→ **Directions for this task**
Write every entry out again exactly, please, and skip the pictures.

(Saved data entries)
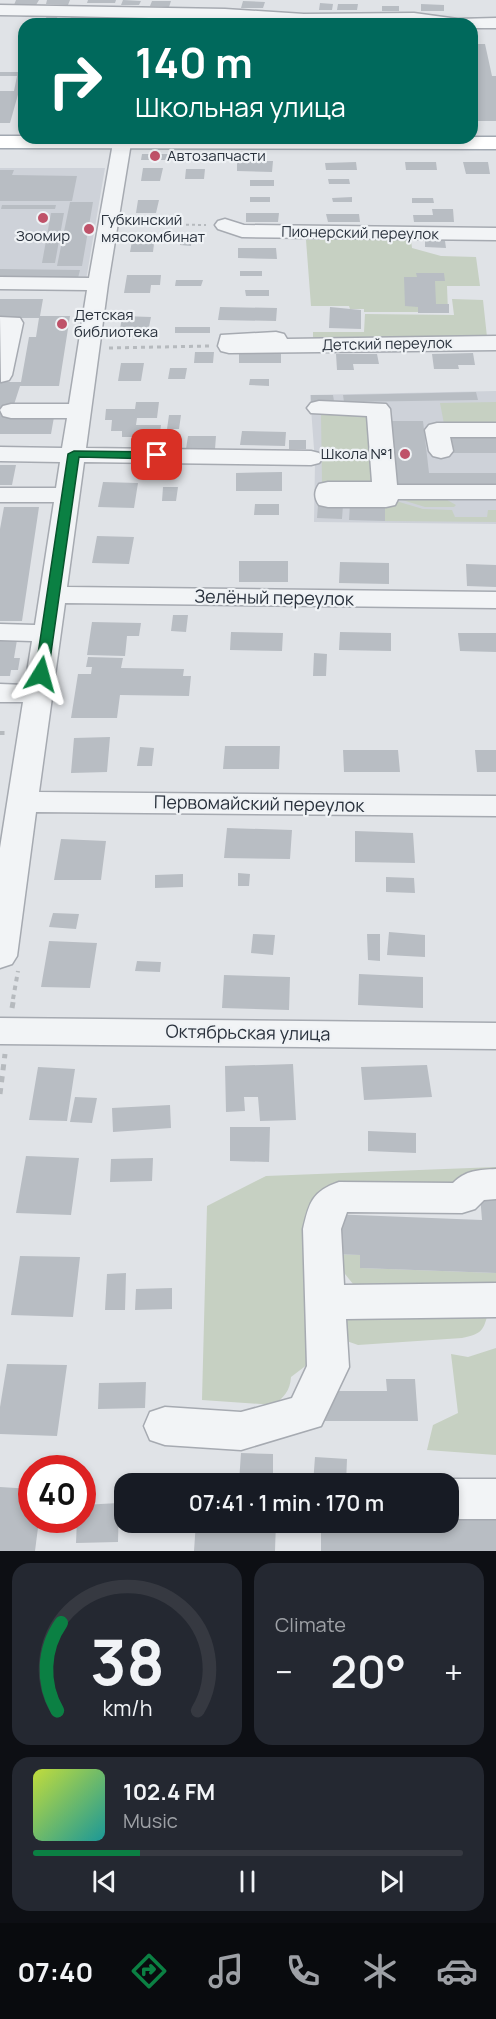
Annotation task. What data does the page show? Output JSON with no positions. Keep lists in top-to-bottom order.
{
  "streets": {
    "street": [
      "Пионерский переулок",
      "Детский переулок",
      "Зелёный переулок",
      "Первомайский переулок",
      "Октябрьская улица"
    ]
  },
  "places": [
    "Автозапчасти",
    "Зоомир",
    "Губкинский мясокомбинат",
    "Детская библиотека",
    "Школа №1"
  ],
  "page": {
    "turn": ["140 m", "Школьная улица"],
    "limit": "40",
    "trip": "07:41 · 1 min · 170 m",
    "tile": "Climate",
    "heat": ["−", "20°", "+"],
    "song": ["102.4 FM", "Music"],
    "tabs": "07:40",
    "gauge": ["38", "km/h"]
  }
}
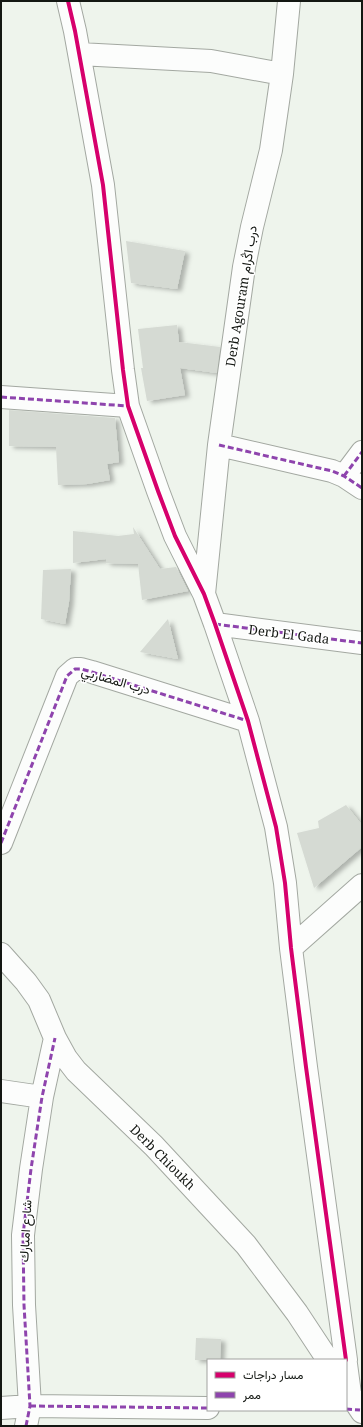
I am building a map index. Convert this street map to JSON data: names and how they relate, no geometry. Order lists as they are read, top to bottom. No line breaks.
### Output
{"streets":{"street":["Derb Agouram درب اڭرام","Derb El Gada","درب المضاربي","Derb Chioukh","شارع امبارك"]},"crossings":[["Derb Chioukh","شارع امبارك"]],"legend":["مسار دراجات","ممر"]}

→ **Answer to this exercise**
Annotation task. What data does the page show? Output JSON with no positions. Keep lists in top-to-bottom order.
{
  "streets": {
    "street": [
      "Пионерский переулок",
      "Детский переулок",
      "Зелёный переулок",
      "Первомайский переулок",
      "Октябрьская улица"
    ]
  },
  "places": [
    "Автозапчасти",
    "Зоомир",
    "Губкинский мясокомбинат",
    "Детская библиотека",
    "Школа №1"
  ],
  "page": {
    "turn": ["140 m", "Школьная улица"],
    "limit": "40",
    "trip": "07:41 · 1 min · 170 m",
    "tile": "Climate",
    "heat": ["−", "20°", "+"],
    "song": ["102.4 FM", "Music"],
    "tabs": "07:40",
    "gauge": ["38", "km/h"]
  }
}
I am building a map index. Convert this street map to JSON data: names and how they relate, no geometry. Order lists as they are read, top to bottom. No line breaks.
### Output
{"streets":{"street":["Derb Agouram درب اڭرام","Derb El Gada","درب المضاربي","Derb Chioukh","شارع امبارك"]},"crossings":[["Derb Chioukh","شارع امبارك"]],"legend":["مسار دراجات","ممر"]}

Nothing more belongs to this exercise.